##### DATA SUPPLIED #####
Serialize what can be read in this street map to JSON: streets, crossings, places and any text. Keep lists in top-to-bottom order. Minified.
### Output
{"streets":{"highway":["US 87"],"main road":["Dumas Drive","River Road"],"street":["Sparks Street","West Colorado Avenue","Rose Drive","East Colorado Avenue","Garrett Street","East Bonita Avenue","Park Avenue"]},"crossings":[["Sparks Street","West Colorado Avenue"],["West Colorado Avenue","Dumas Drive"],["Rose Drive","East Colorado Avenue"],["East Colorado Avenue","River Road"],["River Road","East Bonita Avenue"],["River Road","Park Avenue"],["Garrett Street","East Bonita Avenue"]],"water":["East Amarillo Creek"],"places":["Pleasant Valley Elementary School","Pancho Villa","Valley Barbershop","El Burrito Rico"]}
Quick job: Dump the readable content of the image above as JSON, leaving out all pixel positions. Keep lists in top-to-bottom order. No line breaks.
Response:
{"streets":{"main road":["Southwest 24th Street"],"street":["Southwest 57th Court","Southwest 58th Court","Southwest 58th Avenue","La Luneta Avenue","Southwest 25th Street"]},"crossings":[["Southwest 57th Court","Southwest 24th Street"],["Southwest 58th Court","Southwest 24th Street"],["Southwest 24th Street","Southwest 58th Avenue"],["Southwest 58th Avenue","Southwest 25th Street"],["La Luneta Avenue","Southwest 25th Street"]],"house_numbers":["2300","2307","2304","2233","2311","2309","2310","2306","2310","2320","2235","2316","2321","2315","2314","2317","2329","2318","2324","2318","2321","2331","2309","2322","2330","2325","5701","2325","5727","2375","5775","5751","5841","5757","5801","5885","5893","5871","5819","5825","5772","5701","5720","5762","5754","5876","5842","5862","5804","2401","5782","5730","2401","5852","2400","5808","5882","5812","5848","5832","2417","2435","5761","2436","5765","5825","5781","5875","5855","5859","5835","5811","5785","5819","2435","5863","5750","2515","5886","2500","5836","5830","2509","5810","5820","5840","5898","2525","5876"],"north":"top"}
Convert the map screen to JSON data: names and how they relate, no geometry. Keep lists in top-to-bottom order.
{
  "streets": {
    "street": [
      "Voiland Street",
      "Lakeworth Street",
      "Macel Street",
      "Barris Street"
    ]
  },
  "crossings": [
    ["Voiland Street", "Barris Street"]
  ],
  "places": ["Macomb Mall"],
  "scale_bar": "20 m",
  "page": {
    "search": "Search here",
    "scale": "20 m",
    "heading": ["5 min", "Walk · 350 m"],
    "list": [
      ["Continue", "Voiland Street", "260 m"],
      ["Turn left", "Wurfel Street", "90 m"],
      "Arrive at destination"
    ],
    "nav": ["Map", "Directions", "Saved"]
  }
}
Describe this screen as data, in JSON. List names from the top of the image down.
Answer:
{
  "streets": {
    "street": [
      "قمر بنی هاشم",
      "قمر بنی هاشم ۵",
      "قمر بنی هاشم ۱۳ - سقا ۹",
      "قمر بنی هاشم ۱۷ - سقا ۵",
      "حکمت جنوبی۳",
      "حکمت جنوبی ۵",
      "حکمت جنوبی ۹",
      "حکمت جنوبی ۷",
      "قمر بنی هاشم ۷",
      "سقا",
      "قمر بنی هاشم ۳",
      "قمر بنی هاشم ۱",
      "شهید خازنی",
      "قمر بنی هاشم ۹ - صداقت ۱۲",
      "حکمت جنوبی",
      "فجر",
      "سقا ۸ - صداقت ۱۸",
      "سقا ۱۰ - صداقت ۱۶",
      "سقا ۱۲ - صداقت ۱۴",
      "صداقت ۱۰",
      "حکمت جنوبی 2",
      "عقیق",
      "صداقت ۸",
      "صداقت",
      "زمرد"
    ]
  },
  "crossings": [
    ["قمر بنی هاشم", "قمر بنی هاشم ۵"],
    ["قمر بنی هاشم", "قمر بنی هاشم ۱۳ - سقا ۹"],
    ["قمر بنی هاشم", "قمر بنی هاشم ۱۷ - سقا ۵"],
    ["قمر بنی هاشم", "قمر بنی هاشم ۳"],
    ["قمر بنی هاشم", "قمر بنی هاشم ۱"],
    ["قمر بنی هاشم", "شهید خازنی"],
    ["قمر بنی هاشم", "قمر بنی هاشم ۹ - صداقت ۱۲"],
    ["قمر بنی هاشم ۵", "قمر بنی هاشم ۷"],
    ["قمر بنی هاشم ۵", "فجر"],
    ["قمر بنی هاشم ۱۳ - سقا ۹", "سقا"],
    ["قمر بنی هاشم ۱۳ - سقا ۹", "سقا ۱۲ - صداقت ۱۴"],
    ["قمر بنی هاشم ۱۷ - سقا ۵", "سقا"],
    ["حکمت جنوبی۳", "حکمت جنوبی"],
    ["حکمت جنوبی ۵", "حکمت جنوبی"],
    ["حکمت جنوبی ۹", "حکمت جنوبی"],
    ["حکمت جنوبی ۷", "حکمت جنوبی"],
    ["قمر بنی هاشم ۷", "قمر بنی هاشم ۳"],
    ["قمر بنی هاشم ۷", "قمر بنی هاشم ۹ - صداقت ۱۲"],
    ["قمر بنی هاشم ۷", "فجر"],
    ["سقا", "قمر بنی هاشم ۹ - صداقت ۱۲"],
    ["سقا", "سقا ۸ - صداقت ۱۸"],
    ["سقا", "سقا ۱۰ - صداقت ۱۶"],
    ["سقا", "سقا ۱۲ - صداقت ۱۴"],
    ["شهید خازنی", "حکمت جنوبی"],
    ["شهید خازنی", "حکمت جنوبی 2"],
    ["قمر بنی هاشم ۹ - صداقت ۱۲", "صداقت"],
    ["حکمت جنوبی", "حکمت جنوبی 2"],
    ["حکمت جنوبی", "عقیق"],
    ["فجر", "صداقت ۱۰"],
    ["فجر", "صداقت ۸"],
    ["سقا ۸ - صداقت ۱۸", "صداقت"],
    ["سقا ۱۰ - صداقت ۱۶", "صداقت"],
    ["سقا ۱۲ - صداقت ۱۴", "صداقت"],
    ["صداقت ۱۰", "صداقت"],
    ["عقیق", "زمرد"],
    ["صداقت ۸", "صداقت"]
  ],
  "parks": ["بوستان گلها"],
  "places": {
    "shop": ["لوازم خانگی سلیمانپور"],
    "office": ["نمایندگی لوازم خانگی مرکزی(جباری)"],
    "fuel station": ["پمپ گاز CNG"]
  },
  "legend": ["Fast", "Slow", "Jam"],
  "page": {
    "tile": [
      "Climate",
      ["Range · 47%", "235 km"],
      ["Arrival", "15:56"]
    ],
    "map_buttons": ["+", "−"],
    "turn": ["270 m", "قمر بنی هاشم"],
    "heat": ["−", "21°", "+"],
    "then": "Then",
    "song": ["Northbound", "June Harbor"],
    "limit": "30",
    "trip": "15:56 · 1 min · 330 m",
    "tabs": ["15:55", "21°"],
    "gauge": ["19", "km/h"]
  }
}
#####
- **THE PROBLEM**: Copy each entry above exactly, character for character.

- **WRITTEN RESPONSE**:
Serialize what can be read in this street map to JSON: streets, crossings, places and any text. Keep lists in top-to-bottom order. Minified.
### Output
{"streets":{"highway":["US 87"],"main road":["Dumas Drive","River Road"],"street":["Sparks Street","West Colorado Avenue","Rose Drive","East Colorado Avenue","Garrett Street","East Bonita Avenue","Park Avenue"]},"crossings":[["Sparks Street","West Colorado Avenue"],["West Colorado Avenue","Dumas Drive"],["Rose Drive","East Colorado Avenue"],["East Colorado Avenue","River Road"],["River Road","East Bonita Avenue"],["River Road","Park Avenue"],["Garrett Street","East Bonita Avenue"]],"water":["East Amarillo Creek"],"places":["Pleasant Valley Elementary School","Pancho Villa","Valley Barbershop","El Burrito Rico"]}
Quick job: Dump the readable content of the image above as JSON, leaving out all pixel positions. Keep lists in top-to-bottom order. No line breaks.
Response:
{"streets":{"main road":["Southwest 24th Street"],"street":["Southwest 57th Court","Southwest 58th Court","Southwest 58th Avenue","La Luneta Avenue","Southwest 25th Street"]},"crossings":[["Southwest 57th Court","Southwest 24th Street"],["Southwest 58th Court","Southwest 24th Street"],["Southwest 24th Street","Southwest 58th Avenue"],["Southwest 58th Avenue","Southwest 25th Street"],["La Luneta Avenue","Southwest 25th Street"]],"house_numbers":["2300","2307","2304","2233","2311","2309","2310","2306","2310","2320","2235","2316","2321","2315","2314","2317","2329","2318","2324","2318","2321","2331","2309","2322","2330","2325","5701","2325","5727","2375","5775","5751","5841","5757","5801","5885","5893","5871","5819","5825","5772","5701","5720","5762","5754","5876","5842","5862","5804","2401","5782","5730","2401","5852","2400","5808","5882","5812","5848","5832","2417","2435","5761","2436","5765","5825","5781","5875","5855","5859","5835","5811","5785","5819","2435","5863","5750","2515","5886","2500","5836","5830","2509","5810","5820","5840","5898","2525","5876"],"north":"top"}
Convert the map screen to JSON data: names and how they relate, no geometry. Keep lists in top-to-bottom order.
{
  "streets": {
    "street": [
      "Voiland Street",
      "Lakeworth Street",
      "Macel Street",
      "Barris Street"
    ]
  },
  "crossings": [
    ["Voiland Street", "Barris Street"]
  ],
  "places": ["Macomb Mall"],
  "scale_bar": "20 m",
  "page": {
    "search": "Search here",
    "scale": "20 m",
    "heading": ["5 min", "Walk · 350 m"],
    "list": [
      ["Continue", "Voiland Street", "260 m"],
      ["Turn left", "Wurfel Street", "90 m"],
      "Arrive at destination"
    ],
    "nav": ["Map", "Directions", "Saved"]
  }
}
Describe this screen as data, in JSON. List names from the top of the image down.
Answer:
{
  "streets": {
    "street": [
      "قمر بنی هاشم",
      "قمر بنی هاشم ۵",
      "قمر بنی هاشم ۱۳ - سقا ۹",
      "قمر بنی هاشم ۱۷ - سقا ۵",
      "حکمت جنوبی۳",
      "حکمت جنوبی ۵",
      "حکمت جنوبی ۹",
      "حکمت جنوبی ۷",
      "قمر بنی هاشم ۷",
      "سقا",
      "قمر بنی هاشم ۳",
      "قمر بنی هاشم ۱",
      "شهید خازنی",
      "قمر بنی هاشم ۹ - صداقت ۱۲",
      "حکمت جنوبی",
      "فجر",
      "سقا ۸ - صداقت ۱۸",
      "سقا ۱۰ - صداقت ۱۶",
      "سقا ۱۲ - صداقت ۱۴",
      "صداقت ۱۰",
      "حکمت جنوبی 2",
      "عقیق",
      "صداقت ۸",
      "صداقت",
      "زمرد"
    ]
  },
  "crossings": [
    ["قمر بنی هاشم", "قمر بنی هاشم ۵"],
    ["قمر بنی هاشم", "قمر بنی هاشم ۱۳ - سقا ۹"],
    ["قمر بنی هاشم", "قمر بنی هاشم ۱۷ - سقا ۵"],
    ["قمر بنی هاشم", "قمر بنی هاشم ۳"],
    ["قمر بنی هاشم", "قمر بنی هاشم ۱"],
    ["قمر بنی هاشم", "شهید خازنی"],
    ["قمر بنی هاشم", "قمر بنی هاشم ۹ - صداقت ۱۲"],
    ["قمر بنی هاشم ۵", "قمر بنی هاشم ۷"],
    ["قمر بنی هاشم ۵", "فجر"],
    ["قمر بنی هاشم ۱۳ - سقا ۹", "سقا"],
    ["قمر بنی هاشم ۱۳ - سقا ۹", "سقا ۱۲ - صداقت ۱۴"],
    ["قمر بنی هاشم ۱۷ - سقا ۵", "سقا"],
    ["حکمت جنوبی۳", "حکمت جنوبی"],
    ["حکمت جنوبی ۵", "حکمت جنوبی"],
    ["حکمت جنوبی ۹", "حکمت جنوبی"],
    ["حکمت جنوبی ۷", "حکمت جنوبی"],
    ["قمر بنی هاشم ۷", "قمر بنی هاشم ۳"],
    ["قمر بنی هاشم ۷", "قمر بنی هاشم ۹ - صداقت ۱۲"],
    ["قمر بنی هاشم ۷", "فجر"],
    ["سقا", "قمر بنی هاشم ۹ - صداقت ۱۲"],
    ["سقا", "سقا ۸ - صداقت ۱۸"],
    ["سقا", "سقا ۱۰ - صداقت ۱۶"],
    ["سقا", "سقا ۱۲ - صداقت ۱۴"],
    ["شهید خازنی", "حکمت جنوبی"],
    ["شهید خازنی", "حکمت جنوبی 2"],
    ["قمر بنی هاشم ۹ - صداقت ۱۲", "صداقت"],
    ["حکمت جنوبی", "حکمت جنوبی 2"],
    ["حکمت جنوبی", "عقیق"],
    ["فجر", "صداقت ۱۰"],
    ["فجر", "صداقت ۸"],
    ["سقا ۸ - صداقت ۱۸", "صداقت"],
    ["سقا ۱۰ - صداقت ۱۶", "صداقت"],
    ["سقا ۱۲ - صداقت ۱۴", "صداقت"],
    ["صداقت ۱۰", "صداقت"],
    ["عقیق", "زمرد"],
    ["صداقت ۸", "صداقت"]
  ],
  "parks": ["بوستان گلها"],
  "places": {
    "shop": ["لوازم خانگی سلیمانپور"],
    "office": ["نمایندگی لوازم خانگی مرکزی(جباری)"],
    "fuel station": ["پمپ گاز CNG"]
  },
  "legend": ["Fast", "Slow", "Jam"],
  "page": {
    "tile": [
      "Climate",
      ["Range · 47%", "235 km"],
      ["Arrival", "15:56"]
    ],
    "map_buttons": ["+", "−"],
    "turn": ["270 m", "قمر بنی هاشم"],
    "heat": ["−", "21°", "+"],
    "then": "Then",
    "song": ["Northbound", "June Harbor"],
    "limit": "30",
    "trip": "15:56 · 1 min · 330 m",
    "tabs": ["15:55", "21°"],
    "gauge": ["19", "km/h"]
  }
}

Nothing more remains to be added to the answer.